Collected data
· · · ·

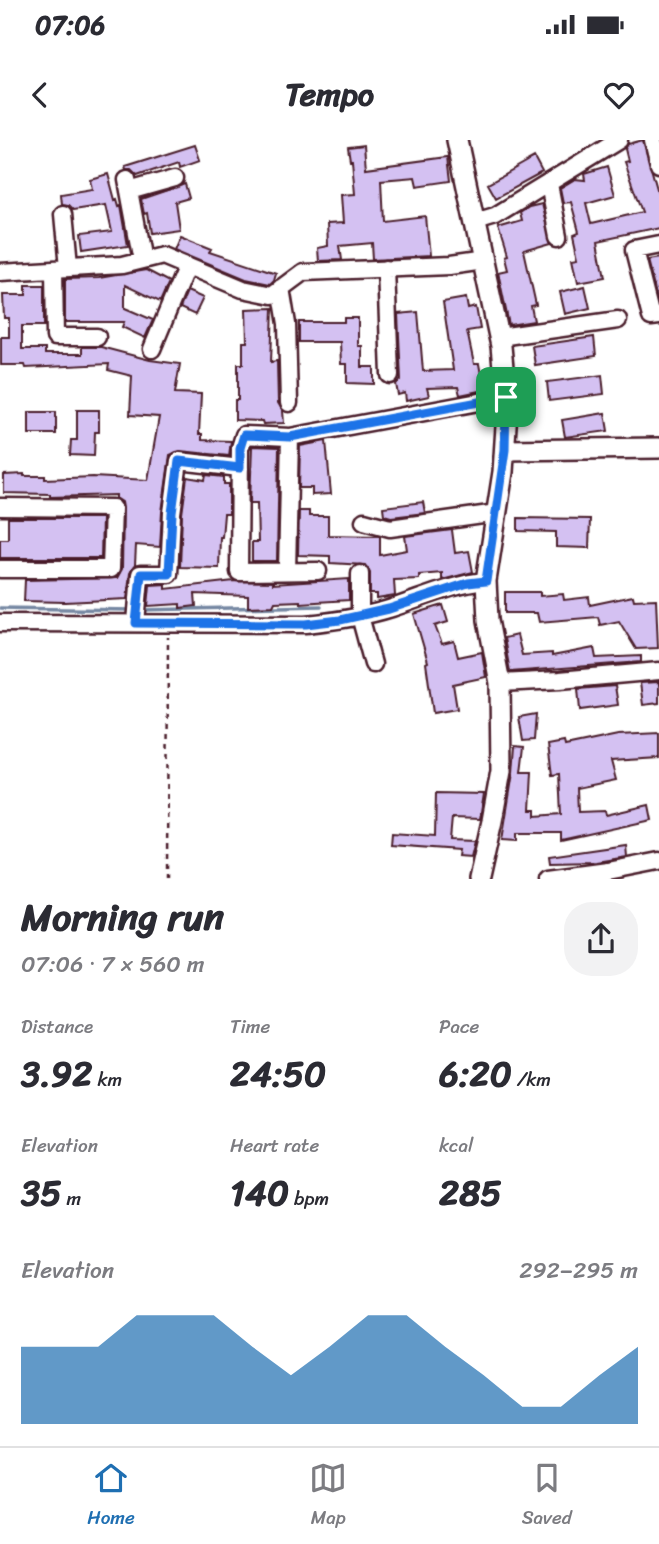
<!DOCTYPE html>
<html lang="en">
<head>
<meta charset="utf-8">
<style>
	body { margin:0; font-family:Sriracha,sans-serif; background:#f2f2f3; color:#2b2b33; height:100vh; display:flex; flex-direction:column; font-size:26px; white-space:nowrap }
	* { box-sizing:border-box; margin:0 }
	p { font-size:23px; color:#7c7c81 }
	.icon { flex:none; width:38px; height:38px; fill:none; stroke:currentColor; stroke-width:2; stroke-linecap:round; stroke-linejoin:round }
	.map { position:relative; height:739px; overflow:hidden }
	.details { display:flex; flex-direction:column; background:#fff; flex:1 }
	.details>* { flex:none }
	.pin { position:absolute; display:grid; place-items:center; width:60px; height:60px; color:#fff; margin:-30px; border-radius:14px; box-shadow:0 4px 10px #0006 }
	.round { display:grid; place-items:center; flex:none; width:74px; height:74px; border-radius:28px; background:#f2f2f3 }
	.overview { display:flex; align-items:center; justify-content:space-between; height:119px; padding:0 21px }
	h1 { font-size:38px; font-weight:700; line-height:52px }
	.stats { display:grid; grid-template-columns:repeat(3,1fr); gap:10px; height:119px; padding:7px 21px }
	.stats div { display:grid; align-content:center }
	.stats b { font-size:35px; font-weight:700 }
	.stats small { font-size:19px; font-weight:400 }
	.stats p { font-size:19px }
	.chart { height:196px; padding:14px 21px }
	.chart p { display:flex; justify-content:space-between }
	.chart svg { width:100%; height:126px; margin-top:7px; fill:#1f6fb2; opacity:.7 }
	.status { display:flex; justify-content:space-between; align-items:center; height:49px; padding:0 35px; background:#fff; direction:ltr }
	.status svg { height:19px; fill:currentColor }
	header { display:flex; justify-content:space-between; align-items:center; height:91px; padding:0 21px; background:#fff; font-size:32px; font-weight:700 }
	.dock { display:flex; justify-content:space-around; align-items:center; height:98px; border-top:2px solid #e1e1e2; background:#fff; font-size:19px; color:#7c7c81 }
	.dock a { display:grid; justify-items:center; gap:4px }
	.dock .on { color:#1f6fb2 }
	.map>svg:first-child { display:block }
</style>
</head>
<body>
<div class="status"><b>07:06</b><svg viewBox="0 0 49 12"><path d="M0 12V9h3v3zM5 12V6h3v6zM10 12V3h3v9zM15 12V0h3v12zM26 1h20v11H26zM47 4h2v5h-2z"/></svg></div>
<header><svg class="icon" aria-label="back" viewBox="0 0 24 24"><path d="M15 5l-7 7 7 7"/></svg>Tempo<svg class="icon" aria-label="heart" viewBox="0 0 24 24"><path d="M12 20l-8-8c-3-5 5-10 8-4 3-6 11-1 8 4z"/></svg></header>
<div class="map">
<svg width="659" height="739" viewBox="0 0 659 739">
	<rect width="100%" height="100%" fill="#fff"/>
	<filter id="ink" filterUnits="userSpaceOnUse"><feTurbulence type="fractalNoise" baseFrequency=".0143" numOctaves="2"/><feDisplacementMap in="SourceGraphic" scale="14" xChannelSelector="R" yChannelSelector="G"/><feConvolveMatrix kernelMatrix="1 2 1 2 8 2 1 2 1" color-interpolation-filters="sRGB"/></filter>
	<g filter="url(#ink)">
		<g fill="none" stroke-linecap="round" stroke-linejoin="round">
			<path stroke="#7688a3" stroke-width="3.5" d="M 0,468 L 133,470
				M 141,470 L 321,466"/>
		</g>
		<path fill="#d4c1f2" stroke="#4a1f2b" stroke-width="2" d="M 643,0 L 659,56 L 659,88 L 598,101 L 605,137 L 578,142 L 573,118 L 579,117 L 574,94 L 579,92 L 571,62 L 563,63 L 560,48 L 575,39 L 585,40 L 584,34 L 607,27 L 615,55 L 586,63 L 591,84 L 642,72 L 624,22 L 628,21 L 625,9 L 628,4 Z
			M 195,5 L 200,20 L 180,27 L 179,22 L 137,36 L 131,30 L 126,30 L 125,27 Z
			M 364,5 L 366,28 L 448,17 L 451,41 L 417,46 L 415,37 L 381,40 L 383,81 L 425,76 L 429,116 L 373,119 L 372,103 L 340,106 L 342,120 L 318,121 L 317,108 L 328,106 L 327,84 L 343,83 L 341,55 L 355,54 L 352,20 L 350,20 L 348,7 Z
			M 534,18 L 542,33 L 496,58 L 488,44 Z
			M 108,34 L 115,60 L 117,59 L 119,66 L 121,65 L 128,105 L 81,112 L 79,96 L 112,92 L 106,65 L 73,70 L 68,65 L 62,64 L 61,54 L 92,49 L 90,39 Z
			M 185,44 L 189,58 L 175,62 L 179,89 L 150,93 L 147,73 L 144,74 L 141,59 Z
			M 542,64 L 552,103 L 524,111 L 536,165 L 531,166 L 534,181 L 509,185 L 498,132 L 507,130 L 504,118 L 507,117 L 498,88 L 522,81 L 520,73 L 529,67 Z
			M 180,95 L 212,108 L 210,111 L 276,133 L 274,140 L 270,144 L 246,139 L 174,109 Z
			M 659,118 L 659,163 L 658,163 L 647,120 Z
			M 146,130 L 169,142 L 160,162 L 125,145 L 125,168 L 153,180 L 145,198 L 122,187 L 124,182 L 65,182 L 65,139 L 99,138 Z
			M 26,145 L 44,145 L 44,186 L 22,186 L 22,209 L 45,209 L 45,214 L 82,214 L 82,207 L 101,207 L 150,220 L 180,224 L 175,253 L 201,254 L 199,294 L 202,294 L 202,300 L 231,301 L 229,316 L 180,311 L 170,315 L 162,372 L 160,407 L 136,405 L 135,425 L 130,433 L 127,459 L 65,462 L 24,461 L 25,440 L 117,438 L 122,429 L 123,368 L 122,362 L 116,358 L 116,355 L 50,357 L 50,354 L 4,353 L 4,335 L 24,334 L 24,336 L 45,336 L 45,339 L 93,337 L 148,340 L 159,277 L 130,275 L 132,236 L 108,230 L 109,224 L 26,228 L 25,225 L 1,225 L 1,197 L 9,197 L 9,178 L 4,178 L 3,155 L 26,155 Z
			M 585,146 L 590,168 L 565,174 L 560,152 Z
			M 187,151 L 203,158 L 195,175 L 180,168 Z
			M 466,158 L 468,169 L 476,167 L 480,189 L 467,191 L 474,224 L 479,224 L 484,250 L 460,255 L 458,247 L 427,248 L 429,256 L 406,261 L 405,253 L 398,255 L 396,244 L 401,240 L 398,174 L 418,172 L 423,231 L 453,230 L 443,162 Z
			M 273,168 L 271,222 L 277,221 L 278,263 L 283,271 L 284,283 L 263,284 L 262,281 L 235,280 L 235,260 L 238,260 L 238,224 L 243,224 L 243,202 L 247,202 L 246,169 Z
			M 344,178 L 358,178 L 358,206 L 362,206 L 362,227 L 374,227 L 374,244 L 347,243 L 347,224 L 341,224 L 340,202 L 299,202 L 299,182 L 344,182 Z
			M 594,197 L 596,216 L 535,225 L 532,206 Z
			M 602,235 L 604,254 L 549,261 L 547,242 Z
			M 77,270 L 99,270 L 99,292 L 95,292 L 94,316 L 70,315 L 71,300 L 77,300 Z
			M 29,272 L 56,272 L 56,294 L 29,294 Z
			M 605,273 L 608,291 L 565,297 L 562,280 Z
			M 326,301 L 331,354 L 312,355 L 312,348 L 299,348 L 300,306 Z
			M 252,306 L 279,307 L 277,421 L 252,421 L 252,402 L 258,402 L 257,363 L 250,363 Z
			M 206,335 L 224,337 L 224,344 L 229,344 L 229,374 L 224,374 L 222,397 L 220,397 L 219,428 L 180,427 L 182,374 L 187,337 L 205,340 Z
			M 423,362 L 425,373 L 391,377 L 384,375 L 383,367 Z
			M 299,371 L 309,371 L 309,376 L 328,376 L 328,395 L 380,396 L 380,415 L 407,410 L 405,396 L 452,390 L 455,413 L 469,411 L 473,432 L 442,440 L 442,433 L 419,435 L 419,439 L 394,440 L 395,456 L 377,459 L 377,454 L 370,454 L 370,433 L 365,425 L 330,423 L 330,416 L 298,415 Z
			M 8,378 L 102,378 L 101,418 L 0,418 L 0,399 L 8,399 Z
			M 518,378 L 590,379 L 589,408 L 556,407 L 556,392 L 518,391 Z
			M 349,439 L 349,460 L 300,463 L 300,461 L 275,462 L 273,466 L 248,467 L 248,456 L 195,454 L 196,466 L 180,468 L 180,464 L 148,466 L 150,445 L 166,444 L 166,449 L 234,441 L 273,442 L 273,444 Z
			M 505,452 L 540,452 L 540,456 L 563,454 L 564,460 L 589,457 L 590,465 L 633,456 L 634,460 L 656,459 L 658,508 L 636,509 L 619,481 L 600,485 L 598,477 L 539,482 L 537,473 L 505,473 Z
			M 443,465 L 448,482 L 435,486 L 442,504 L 454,501 L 458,517 L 482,512 L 486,537 L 453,544 L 457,569 L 433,573 L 426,523 L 428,522 L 414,474 Z
			M 517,495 L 522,515 L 552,513 L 552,516 L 594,508 L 596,518 L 641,516 L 641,522 L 510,532 L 504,498 Z
			M 659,542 L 659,563 L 643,565 L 640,543 Z
			M 615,546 L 618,565 L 580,570 L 578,549 Z
			M 536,574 L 534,600 L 523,601 L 519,577 Z
			M 659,593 L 659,618 L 611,621 L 616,640 L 577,648 L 578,672 L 605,671 L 606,675 L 649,665 L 652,680 L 561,700 L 561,693 L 517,693 L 517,701 L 502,700 L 513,633 L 515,606 L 524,607 L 521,632 L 532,632 L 530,670 L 536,670 L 536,676 L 561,674 L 559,634 L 552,635 L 548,605 L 564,602 L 565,606 L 618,595 Z
			M 436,653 L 484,654 L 480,679 L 452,678 L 450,700 L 475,701 L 471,717 L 458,716 L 459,710 L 391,705 L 392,693 L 435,696 Z
			M 626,705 L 627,717 L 596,722 L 550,723 L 549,716 Z"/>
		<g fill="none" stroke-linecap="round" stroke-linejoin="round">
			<g stroke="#4a1f2b" stroke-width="21">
				<path id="minor" d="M 653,0 L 659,24
					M 127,40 L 142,120
					M 549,44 L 559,96
					M 129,51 L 175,38
					M 63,74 L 68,128
					M 475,82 L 495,76 L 619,0
					M 659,105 L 634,110 L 651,177 L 659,176
					M 386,128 L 390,235
					M 54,129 L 55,197 L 97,197
					M 0,132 L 122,125 L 162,115 L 243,149 L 272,155 L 303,132 L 449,126 L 484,121
					M 281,148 L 287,184 L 289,263
					M 499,197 L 618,180
					M 152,209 L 187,125
					M 0,367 L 113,368 L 111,429 L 0,429
					M 364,381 L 390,388 L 497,373
					M 287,431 L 290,297
					M 318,431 L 239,432 L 240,308 L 244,295 L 290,297 L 506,257
					M 360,434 L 360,476 L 373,524
					M 0,483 L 306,484 C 335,481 364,477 392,468 C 423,458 453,444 486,441
					M 136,483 L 140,434 L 169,434 L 172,373 L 179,321 L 240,328
					M 500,543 L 560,540 L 659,531
					M 548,739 L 608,731 L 659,721"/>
			</g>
			<g stroke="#4a1f2b" stroke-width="24">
				<path id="tertiary" d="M 457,0 L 501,206 L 507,271 L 503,332 L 486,441 L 488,480 L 500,543 L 501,631 L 492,681 L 479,739
					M 505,310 L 659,308"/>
			</g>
			<path stroke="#4a1f2b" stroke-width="2.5" stroke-dasharray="5 5" stroke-linecap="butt" d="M 167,739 L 168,497"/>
			<use href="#minor" stroke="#fff" stroke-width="16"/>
			<use href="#tertiary" stroke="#fff" stroke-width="19"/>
		</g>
	</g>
	<g fill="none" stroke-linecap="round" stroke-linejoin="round" filter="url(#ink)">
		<g stroke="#fff" stroke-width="14">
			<path id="route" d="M 506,257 L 505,310 L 486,441 L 468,443 L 389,469 L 340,480 L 306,484 L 136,483 L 141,434 L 169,434 L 172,373 L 179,321 L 240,328 L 240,308 L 244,295 L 290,297 Z"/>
		</g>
		<use href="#route" stroke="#1a73e8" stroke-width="9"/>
	</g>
</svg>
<div class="pin" style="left:506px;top:257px;background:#1e9e55"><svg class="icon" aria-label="arrive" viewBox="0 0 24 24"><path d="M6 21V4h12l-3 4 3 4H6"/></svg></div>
</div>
<section class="details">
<div class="overview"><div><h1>Morning run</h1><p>07:06 · 7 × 560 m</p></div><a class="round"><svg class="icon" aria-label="share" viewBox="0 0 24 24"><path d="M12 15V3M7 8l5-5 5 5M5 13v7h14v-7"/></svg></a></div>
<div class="stats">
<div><p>Distance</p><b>3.92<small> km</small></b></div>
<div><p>Time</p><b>24:50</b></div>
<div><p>Pace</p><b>6:20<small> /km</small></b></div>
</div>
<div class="stats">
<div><p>Elevation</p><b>35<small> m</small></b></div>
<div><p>Heart rate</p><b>140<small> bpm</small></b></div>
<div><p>kcal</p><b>285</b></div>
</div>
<div class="chart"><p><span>Elevation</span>292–295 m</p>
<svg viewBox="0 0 160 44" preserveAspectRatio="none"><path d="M0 44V17L10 17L20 17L30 6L40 6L50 6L60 17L70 27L80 17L90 6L100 6L110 17L120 27L130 38L140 38L150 27L160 17V44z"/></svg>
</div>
</section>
<nav class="dock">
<a class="on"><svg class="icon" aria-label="home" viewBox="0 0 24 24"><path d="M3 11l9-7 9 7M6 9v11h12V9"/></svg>Home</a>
<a><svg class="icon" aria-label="map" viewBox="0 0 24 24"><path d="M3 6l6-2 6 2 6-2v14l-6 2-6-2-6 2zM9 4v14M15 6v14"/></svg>Map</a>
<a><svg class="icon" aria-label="saved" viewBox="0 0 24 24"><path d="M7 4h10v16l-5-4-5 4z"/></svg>Saved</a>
</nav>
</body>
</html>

· · · ·

Work instructions —
In the answer, repeat exactly the lines from the top of the entries above through the line with "position:absolute; display:grid; place-items:center;", and leave pictures out of it.

Completed exercise —
<!DOCTYPE html>
<html lang="en">
<head>
<meta charset="utf-8">
<style>
	body { margin:0; font-family:Sriracha,sans-serif; background:#f2f2f3; color:#2b2b33; height:100vh; display:flex; flex-direction:column; font-size:26px; white-space:nowrap }
	* { box-sizing:border-box; margin:0 }
	p { font-size:23px; color:#7c7c81 }
	.icon { flex:none; width:38px; height:38px; fill:none; stroke:currentColor; stroke-width:2; stroke-linecap:round; stroke-linejoin:round }
	.map { position:relative; height:739px; overflow:hidden }
	.details { display:flex; flex-direction:column; background:#fff; flex:1 }
	.details>* { flex:none }
	.pin { position:absolute; display:grid; place-items:center; width:60px; height:60px; color:#fff; margin:-30px; border-radius:14px; box-shadow:0 4px 10px #0006 }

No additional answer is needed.